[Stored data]
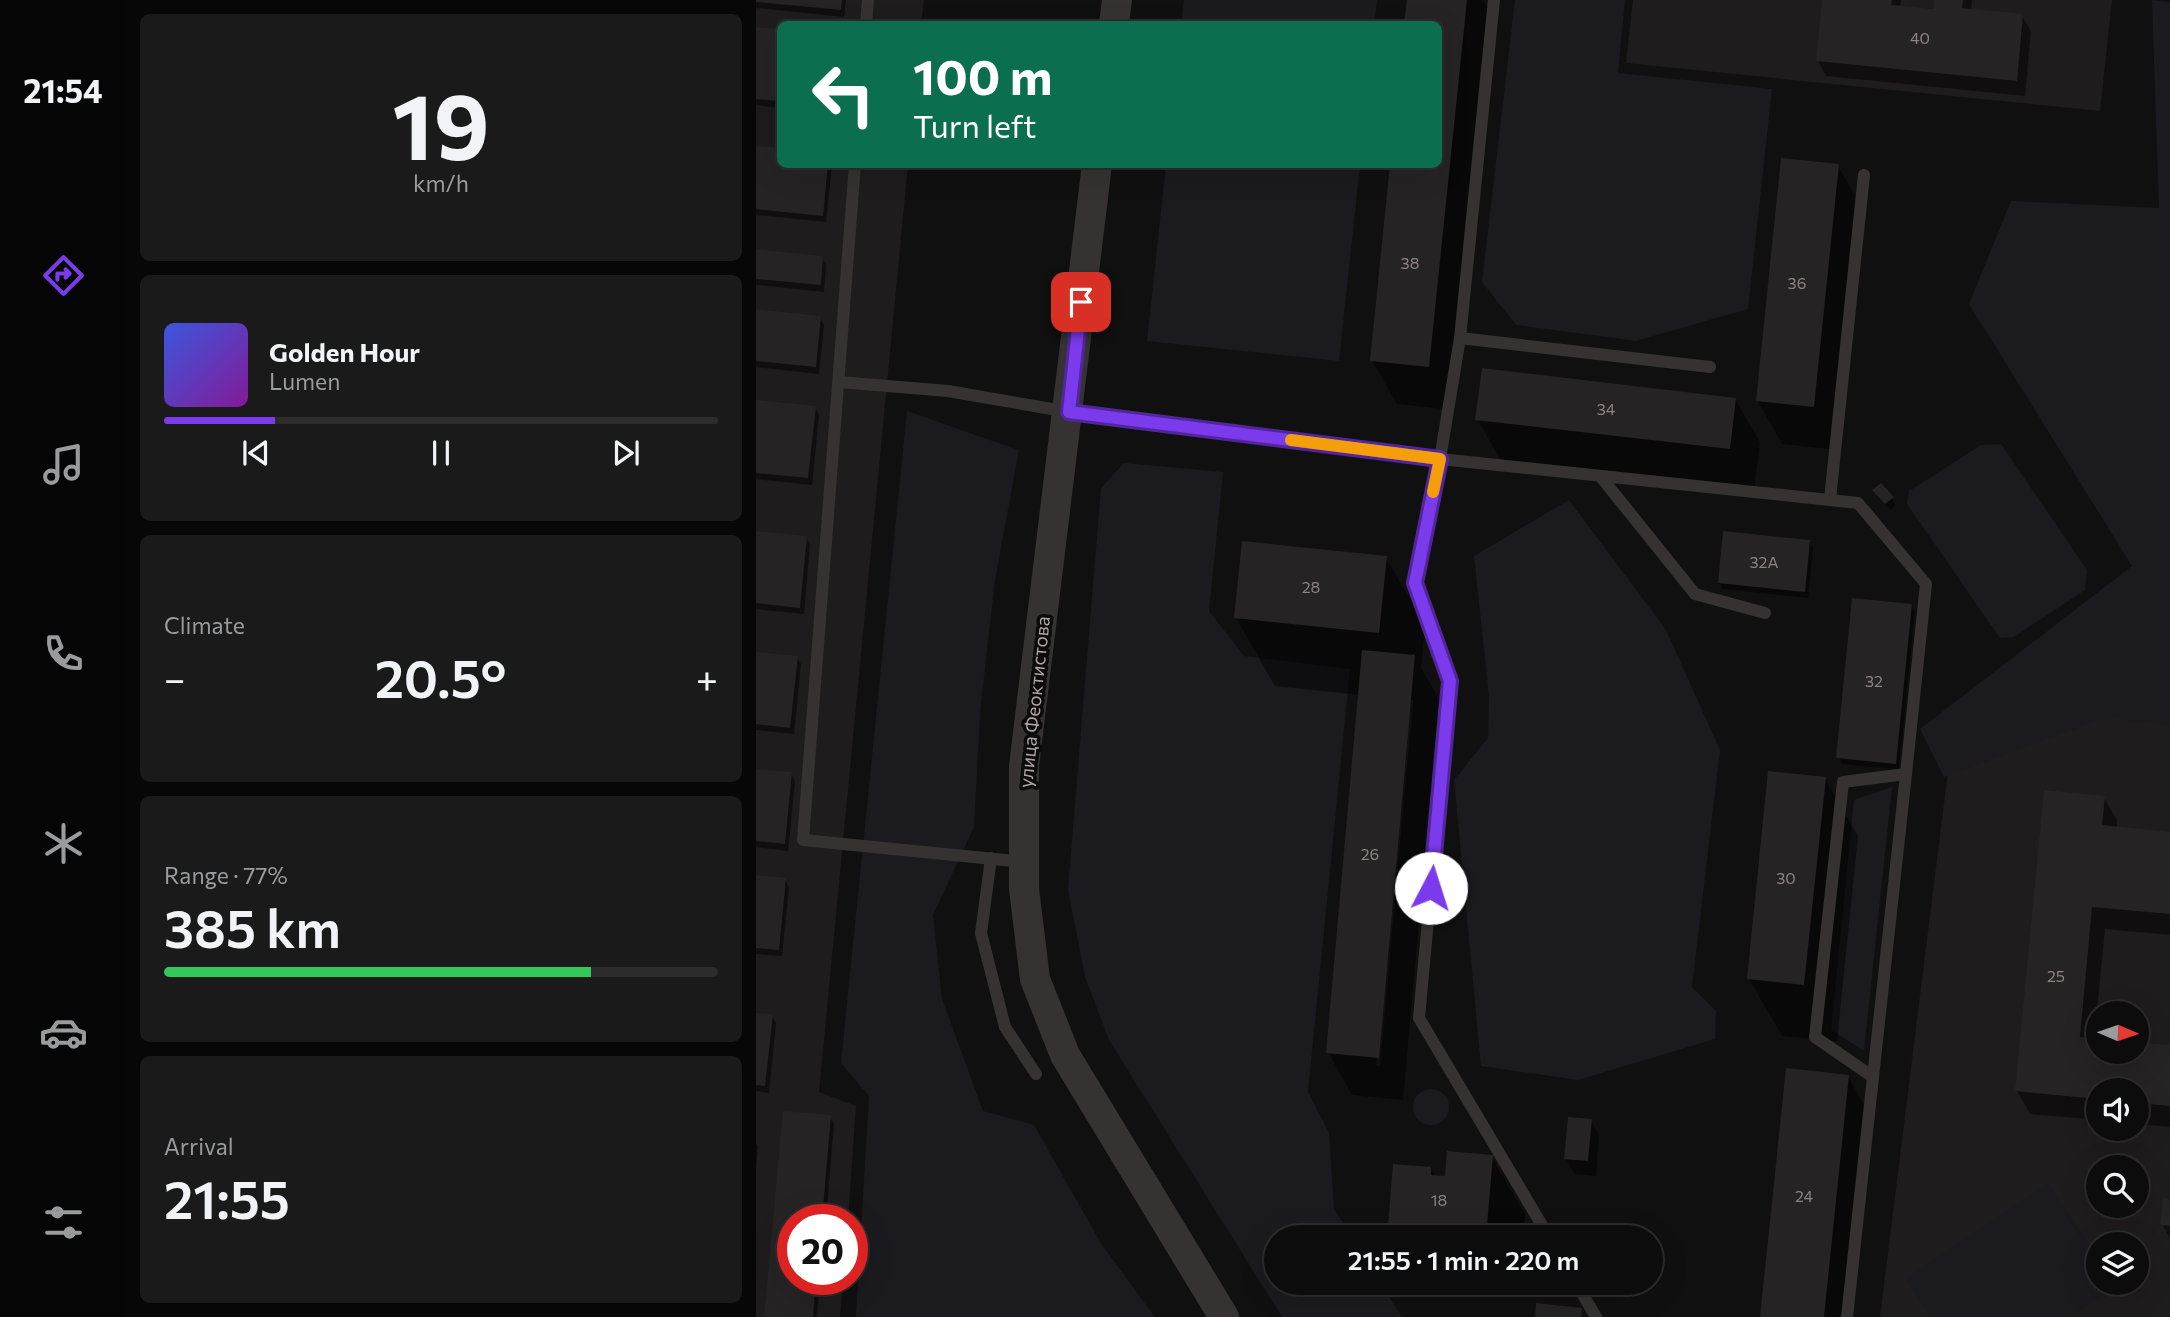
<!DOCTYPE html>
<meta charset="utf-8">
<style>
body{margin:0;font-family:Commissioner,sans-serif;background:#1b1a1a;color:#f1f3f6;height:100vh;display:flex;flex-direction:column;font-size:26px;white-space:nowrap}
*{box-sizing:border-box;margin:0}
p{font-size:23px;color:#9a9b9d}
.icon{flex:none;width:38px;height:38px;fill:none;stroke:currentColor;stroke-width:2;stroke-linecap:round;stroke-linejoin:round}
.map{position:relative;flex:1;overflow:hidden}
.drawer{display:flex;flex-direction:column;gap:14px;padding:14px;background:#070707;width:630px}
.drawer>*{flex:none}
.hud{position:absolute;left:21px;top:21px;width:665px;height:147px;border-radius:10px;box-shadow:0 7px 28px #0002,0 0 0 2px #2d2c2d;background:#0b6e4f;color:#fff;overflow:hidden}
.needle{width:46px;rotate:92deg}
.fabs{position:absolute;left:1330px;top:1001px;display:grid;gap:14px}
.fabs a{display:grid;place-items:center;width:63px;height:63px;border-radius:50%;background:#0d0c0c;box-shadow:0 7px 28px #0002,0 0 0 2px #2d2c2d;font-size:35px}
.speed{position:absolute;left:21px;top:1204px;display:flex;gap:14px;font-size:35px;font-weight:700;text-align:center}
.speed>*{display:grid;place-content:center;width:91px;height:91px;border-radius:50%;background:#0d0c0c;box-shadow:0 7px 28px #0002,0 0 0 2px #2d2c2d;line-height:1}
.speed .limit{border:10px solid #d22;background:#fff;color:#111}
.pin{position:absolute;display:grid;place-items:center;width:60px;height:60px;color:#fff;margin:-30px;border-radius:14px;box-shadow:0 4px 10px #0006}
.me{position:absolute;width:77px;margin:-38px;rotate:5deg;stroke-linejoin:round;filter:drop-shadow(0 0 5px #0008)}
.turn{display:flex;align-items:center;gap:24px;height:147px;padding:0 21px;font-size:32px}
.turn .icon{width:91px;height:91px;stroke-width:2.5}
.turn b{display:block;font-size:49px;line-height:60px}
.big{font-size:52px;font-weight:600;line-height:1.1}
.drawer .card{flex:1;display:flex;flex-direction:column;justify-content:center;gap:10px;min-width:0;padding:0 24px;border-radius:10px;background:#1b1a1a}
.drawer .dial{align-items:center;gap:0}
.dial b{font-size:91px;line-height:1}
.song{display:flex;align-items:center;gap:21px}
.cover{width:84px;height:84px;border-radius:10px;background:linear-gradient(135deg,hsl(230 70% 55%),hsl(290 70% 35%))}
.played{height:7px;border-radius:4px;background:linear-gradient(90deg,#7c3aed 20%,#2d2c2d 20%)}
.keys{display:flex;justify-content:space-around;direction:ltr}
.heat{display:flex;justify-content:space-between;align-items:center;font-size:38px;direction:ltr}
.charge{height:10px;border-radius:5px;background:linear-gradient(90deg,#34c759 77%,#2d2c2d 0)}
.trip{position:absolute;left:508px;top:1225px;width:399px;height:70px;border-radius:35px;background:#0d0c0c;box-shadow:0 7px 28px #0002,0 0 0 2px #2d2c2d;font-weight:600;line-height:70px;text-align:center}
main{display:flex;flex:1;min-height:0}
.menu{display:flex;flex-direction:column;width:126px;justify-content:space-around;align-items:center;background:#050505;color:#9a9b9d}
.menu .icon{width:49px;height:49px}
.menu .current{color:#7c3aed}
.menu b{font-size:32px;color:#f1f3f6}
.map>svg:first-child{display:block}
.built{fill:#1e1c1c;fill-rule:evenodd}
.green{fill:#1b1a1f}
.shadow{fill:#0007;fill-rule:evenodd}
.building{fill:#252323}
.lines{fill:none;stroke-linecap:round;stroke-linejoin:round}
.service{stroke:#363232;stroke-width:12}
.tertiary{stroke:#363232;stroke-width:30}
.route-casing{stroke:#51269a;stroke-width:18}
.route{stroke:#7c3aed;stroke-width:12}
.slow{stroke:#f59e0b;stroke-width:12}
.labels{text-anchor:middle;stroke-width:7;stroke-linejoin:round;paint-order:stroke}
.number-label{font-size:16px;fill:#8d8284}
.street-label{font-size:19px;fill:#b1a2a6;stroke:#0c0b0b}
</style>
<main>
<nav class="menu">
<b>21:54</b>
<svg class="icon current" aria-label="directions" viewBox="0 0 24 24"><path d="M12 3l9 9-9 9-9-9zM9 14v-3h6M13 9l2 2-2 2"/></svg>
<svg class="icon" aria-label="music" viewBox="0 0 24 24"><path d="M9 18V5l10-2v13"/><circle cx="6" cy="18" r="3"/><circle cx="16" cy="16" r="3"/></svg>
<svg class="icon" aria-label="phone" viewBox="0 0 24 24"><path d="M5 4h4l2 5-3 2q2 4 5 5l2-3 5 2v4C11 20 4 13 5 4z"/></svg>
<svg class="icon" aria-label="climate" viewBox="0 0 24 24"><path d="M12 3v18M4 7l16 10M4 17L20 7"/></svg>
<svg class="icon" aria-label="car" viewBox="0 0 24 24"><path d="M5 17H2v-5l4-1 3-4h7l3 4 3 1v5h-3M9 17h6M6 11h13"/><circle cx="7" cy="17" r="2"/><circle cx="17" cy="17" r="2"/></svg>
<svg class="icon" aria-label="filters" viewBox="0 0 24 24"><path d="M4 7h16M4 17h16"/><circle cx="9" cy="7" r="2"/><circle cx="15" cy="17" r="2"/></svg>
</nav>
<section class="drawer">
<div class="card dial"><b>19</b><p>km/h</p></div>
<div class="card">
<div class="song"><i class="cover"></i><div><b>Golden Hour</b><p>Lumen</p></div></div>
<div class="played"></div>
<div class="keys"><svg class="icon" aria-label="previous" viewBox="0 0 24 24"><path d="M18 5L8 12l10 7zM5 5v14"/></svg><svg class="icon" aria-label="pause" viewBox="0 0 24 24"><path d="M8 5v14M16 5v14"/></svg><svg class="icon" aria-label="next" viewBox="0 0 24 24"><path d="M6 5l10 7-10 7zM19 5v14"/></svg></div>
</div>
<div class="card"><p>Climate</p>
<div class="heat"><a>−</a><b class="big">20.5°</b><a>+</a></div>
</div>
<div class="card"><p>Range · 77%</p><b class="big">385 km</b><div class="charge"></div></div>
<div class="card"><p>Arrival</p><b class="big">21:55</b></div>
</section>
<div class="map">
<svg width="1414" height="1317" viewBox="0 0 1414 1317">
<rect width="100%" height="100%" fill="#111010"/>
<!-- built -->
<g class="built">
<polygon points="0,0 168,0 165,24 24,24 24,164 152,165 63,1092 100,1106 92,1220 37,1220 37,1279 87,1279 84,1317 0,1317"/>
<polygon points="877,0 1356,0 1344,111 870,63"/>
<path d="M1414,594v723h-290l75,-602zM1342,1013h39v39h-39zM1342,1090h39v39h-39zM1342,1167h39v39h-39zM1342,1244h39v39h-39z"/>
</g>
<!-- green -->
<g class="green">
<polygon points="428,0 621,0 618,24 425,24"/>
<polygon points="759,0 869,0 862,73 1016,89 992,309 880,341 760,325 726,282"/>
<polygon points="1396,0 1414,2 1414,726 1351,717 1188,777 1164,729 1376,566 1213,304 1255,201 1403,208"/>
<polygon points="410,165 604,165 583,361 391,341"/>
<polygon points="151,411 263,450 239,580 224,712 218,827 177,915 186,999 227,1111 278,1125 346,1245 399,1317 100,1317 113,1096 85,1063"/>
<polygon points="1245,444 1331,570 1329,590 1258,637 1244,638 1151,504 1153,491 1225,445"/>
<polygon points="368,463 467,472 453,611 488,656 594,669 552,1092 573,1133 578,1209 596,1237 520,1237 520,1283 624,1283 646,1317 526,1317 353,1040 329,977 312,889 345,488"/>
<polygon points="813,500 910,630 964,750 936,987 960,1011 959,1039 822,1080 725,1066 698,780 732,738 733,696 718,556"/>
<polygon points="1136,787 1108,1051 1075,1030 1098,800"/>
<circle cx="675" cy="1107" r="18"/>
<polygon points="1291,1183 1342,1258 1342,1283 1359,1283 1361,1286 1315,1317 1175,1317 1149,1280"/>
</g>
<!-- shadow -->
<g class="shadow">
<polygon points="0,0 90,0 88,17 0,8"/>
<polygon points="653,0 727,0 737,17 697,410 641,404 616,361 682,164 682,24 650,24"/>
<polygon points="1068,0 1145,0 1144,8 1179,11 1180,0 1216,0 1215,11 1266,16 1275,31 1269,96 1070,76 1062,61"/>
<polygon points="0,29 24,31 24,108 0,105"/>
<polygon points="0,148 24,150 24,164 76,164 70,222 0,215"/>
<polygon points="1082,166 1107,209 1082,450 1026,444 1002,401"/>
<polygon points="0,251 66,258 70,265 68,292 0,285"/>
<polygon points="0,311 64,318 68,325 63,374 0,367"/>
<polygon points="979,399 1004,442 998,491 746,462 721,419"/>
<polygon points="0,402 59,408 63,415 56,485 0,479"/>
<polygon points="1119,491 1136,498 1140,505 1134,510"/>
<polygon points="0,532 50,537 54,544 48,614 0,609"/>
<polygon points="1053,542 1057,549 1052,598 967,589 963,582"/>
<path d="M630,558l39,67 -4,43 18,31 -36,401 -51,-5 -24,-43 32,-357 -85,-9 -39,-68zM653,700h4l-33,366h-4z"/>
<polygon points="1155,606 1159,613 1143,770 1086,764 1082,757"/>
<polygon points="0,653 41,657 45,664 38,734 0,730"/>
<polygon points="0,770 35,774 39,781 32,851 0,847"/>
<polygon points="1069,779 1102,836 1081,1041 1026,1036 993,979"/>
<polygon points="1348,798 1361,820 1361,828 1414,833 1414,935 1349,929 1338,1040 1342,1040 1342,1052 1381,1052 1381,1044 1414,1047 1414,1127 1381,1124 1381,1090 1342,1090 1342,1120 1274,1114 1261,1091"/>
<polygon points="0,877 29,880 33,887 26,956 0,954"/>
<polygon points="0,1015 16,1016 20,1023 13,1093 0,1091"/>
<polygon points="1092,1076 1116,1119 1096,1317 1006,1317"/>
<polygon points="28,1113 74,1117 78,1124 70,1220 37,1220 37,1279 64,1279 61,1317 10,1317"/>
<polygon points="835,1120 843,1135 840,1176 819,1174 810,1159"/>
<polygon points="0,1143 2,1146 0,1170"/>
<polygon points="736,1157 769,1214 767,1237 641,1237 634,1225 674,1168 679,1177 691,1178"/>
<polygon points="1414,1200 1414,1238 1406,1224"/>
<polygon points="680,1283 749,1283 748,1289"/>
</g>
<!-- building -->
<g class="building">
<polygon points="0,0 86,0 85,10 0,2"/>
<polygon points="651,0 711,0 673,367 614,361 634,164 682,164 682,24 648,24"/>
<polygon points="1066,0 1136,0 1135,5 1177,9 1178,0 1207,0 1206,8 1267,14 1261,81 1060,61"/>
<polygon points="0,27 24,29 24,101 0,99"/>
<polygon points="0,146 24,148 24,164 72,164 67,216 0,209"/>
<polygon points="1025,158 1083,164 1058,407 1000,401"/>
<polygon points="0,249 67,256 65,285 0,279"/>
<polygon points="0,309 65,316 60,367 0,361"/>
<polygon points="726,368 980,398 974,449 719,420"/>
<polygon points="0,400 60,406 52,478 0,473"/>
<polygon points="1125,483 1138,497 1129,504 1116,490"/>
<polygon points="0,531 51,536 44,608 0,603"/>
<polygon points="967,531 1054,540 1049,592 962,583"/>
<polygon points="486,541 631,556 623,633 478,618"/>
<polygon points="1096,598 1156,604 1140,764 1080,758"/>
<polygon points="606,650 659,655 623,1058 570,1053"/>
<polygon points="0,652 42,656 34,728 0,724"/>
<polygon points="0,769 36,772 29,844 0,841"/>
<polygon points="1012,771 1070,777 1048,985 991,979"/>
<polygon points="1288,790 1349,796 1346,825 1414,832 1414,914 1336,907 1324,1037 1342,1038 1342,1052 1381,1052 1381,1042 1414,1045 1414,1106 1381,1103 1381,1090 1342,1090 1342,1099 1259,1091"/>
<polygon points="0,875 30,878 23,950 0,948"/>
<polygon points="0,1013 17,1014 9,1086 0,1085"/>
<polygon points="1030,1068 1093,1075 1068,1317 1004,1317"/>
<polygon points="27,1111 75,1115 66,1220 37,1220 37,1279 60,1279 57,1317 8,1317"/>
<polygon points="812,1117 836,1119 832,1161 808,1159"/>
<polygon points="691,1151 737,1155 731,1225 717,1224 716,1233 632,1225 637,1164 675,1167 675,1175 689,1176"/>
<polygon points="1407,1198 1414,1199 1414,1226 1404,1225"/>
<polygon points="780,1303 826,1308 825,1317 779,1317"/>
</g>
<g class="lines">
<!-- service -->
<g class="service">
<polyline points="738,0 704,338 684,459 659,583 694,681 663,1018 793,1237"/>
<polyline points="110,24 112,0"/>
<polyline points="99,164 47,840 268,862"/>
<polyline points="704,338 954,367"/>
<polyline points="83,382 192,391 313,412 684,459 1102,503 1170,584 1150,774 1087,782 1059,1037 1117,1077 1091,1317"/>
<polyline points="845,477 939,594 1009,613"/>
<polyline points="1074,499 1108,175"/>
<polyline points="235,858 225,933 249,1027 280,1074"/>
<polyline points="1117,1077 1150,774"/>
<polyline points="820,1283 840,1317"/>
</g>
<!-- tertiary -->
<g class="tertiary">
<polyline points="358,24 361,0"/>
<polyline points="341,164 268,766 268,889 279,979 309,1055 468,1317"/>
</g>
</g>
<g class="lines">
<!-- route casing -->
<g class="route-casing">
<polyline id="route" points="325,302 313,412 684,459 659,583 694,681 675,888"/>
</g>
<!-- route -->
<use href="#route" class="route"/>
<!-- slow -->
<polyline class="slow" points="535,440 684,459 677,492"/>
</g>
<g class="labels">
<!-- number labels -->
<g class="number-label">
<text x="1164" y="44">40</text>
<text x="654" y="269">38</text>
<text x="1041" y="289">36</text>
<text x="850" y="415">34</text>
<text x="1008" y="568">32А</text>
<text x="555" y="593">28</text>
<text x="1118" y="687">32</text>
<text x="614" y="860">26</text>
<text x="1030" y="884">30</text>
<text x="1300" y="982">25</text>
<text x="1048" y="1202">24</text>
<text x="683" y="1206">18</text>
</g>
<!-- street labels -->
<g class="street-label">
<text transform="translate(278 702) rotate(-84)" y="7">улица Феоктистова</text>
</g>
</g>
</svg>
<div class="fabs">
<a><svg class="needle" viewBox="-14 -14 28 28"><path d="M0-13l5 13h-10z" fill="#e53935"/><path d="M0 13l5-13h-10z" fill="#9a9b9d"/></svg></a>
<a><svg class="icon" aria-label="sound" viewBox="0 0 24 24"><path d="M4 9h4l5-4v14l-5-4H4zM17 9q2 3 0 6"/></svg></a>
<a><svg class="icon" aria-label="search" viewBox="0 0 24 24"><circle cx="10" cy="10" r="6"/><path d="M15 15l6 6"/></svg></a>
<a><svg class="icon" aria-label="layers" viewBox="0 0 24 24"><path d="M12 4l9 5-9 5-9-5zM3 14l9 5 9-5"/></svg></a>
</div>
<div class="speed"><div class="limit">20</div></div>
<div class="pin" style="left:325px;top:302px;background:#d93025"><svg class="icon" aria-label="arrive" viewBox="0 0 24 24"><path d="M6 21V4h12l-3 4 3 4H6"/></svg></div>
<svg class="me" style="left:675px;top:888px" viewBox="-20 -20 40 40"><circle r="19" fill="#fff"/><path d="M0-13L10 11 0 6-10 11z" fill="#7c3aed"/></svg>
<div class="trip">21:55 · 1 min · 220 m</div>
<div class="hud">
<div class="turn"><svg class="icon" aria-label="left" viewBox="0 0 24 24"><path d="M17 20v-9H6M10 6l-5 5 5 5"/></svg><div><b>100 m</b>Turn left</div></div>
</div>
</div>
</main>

→ What to produce
Copy all lines above containing the string "linear".

→ Answer space
.cover{width:84px;height:84px;border-radius:10px;background:linear-gradient(135deg,hsl(230 70% 55%),hsl(290 70% 35%))}
.played{height:7px;border-radius:4px;background:linear-gradient(90deg,#7c3aed 20%,#2d2c2d 20%)}
.charge{height:10px;border-radius:5px;background:linear-gradient(90deg,#34c759 77%,#2d2c2d 0)}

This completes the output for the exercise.